◆ WHAT TO PRODUCE ◆
Restate, word for word, each record that follows.

Dataset entries
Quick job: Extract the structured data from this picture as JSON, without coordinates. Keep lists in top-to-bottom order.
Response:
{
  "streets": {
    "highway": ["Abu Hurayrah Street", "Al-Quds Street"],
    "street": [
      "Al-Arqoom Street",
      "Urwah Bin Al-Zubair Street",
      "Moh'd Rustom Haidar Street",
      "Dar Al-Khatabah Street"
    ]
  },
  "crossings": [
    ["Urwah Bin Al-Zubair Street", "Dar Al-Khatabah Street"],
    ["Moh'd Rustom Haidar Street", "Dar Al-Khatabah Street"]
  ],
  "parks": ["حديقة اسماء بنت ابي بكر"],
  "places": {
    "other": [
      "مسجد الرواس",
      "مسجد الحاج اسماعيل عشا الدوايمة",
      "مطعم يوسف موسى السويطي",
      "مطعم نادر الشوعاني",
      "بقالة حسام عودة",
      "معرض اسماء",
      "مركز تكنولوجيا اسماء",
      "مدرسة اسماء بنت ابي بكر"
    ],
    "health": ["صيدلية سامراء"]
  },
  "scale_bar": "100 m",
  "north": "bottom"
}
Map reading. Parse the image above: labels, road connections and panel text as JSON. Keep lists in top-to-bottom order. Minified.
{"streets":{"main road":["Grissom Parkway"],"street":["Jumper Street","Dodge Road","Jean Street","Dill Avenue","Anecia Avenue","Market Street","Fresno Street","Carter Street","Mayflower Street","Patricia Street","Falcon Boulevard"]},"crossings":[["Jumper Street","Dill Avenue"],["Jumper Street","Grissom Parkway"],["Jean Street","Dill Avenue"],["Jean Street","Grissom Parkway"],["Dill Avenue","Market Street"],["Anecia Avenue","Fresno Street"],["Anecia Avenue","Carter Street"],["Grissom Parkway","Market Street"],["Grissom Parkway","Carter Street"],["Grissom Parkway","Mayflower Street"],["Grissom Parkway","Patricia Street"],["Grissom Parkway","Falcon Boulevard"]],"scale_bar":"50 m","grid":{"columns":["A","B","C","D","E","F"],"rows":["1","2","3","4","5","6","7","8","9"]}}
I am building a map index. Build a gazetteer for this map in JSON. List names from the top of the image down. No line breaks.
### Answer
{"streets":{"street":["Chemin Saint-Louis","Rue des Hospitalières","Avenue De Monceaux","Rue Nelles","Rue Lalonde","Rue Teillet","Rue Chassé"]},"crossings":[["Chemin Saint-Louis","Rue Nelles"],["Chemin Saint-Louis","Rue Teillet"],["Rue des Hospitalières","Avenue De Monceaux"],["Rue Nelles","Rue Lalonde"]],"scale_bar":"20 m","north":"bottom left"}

◆ TASK RESPONSE ◆
Quick job: Extract the structured data from this picture as JSON, without coordinates. Keep lists in top-to-bottom order.
Response:
{
  "streets": {
    "highway": ["Abu Hurayrah Street", "Al-Quds Street"],
    "street": [
      "Al-Arqoom Street",
      "Urwah Bin Al-Zubair Street",
      "Moh'd Rustom Haidar Street",
      "Dar Al-Khatabah Street"
    ]
  },
  "crossings": [
    ["Urwah Bin Al-Zubair Street", "Dar Al-Khatabah Street"],
    ["Moh'd Rustom Haidar Street", "Dar Al-Khatabah Street"]
  ],
  "parks": ["حديقة اسماء بنت ابي بكر"],
  "places": {
    "other": [
      "مسجد الرواس",
      "مسجد الحاج اسماعيل عشا الدوايمة",
      "مطعم يوسف موسى السويطي",
      "مطعم نادر الشوعاني",
      "بقالة حسام عودة",
      "معرض اسماء",
      "مركز تكنولوجيا اسماء",
      "مدرسة اسماء بنت ابي بكر"
    ],
    "health": ["صيدلية سامراء"]
  },
  "scale_bar": "100 m",
  "north": "bottom"
}
Map reading. Parse the image above: labels, road connections and panel text as JSON. Keep lists in top-to-bottom order. Minified.
{"streets":{"main road":["Grissom Parkway"],"street":["Jumper Street","Dodge Road","Jean Street","Dill Avenue","Anecia Avenue","Market Street","Fresno Street","Carter Street","Mayflower Street","Patricia Street","Falcon Boulevard"]},"crossings":[["Jumper Street","Dill Avenue"],["Jumper Street","Grissom Parkway"],["Jean Street","Dill Avenue"],["Jean Street","Grissom Parkway"],["Dill Avenue","Market Street"],["Anecia Avenue","Fresno Street"],["Anecia Avenue","Carter Street"],["Grissom Parkway","Market Street"],["Grissom Parkway","Carter Street"],["Grissom Parkway","Mayflower Street"],["Grissom Parkway","Patricia Street"],["Grissom Parkway","Falcon Boulevard"]],"scale_bar":"50 m","grid":{"columns":["A","B","C","D","E","F"],"rows":["1","2","3","4","5","6","7","8","9"]}}
I am building a map index. Build a gazetteer for this map in JSON. List names from the top of the image down. No line breaks.
### Answer
{"streets":{"street":["Chemin Saint-Louis","Rue des Hospitalières","Avenue De Monceaux","Rue Nelles","Rue Lalonde","Rue Teillet","Rue Chassé"]},"crossings":[["Chemin Saint-Louis","Rue Nelles"],["Chemin Saint-Louis","Rue Teillet"],["Rue des Hospitalières","Avenue De Monceaux"],["Rue Nelles","Rue Lalonde"]],"scale_bar":"20 m","north":"bottom left"}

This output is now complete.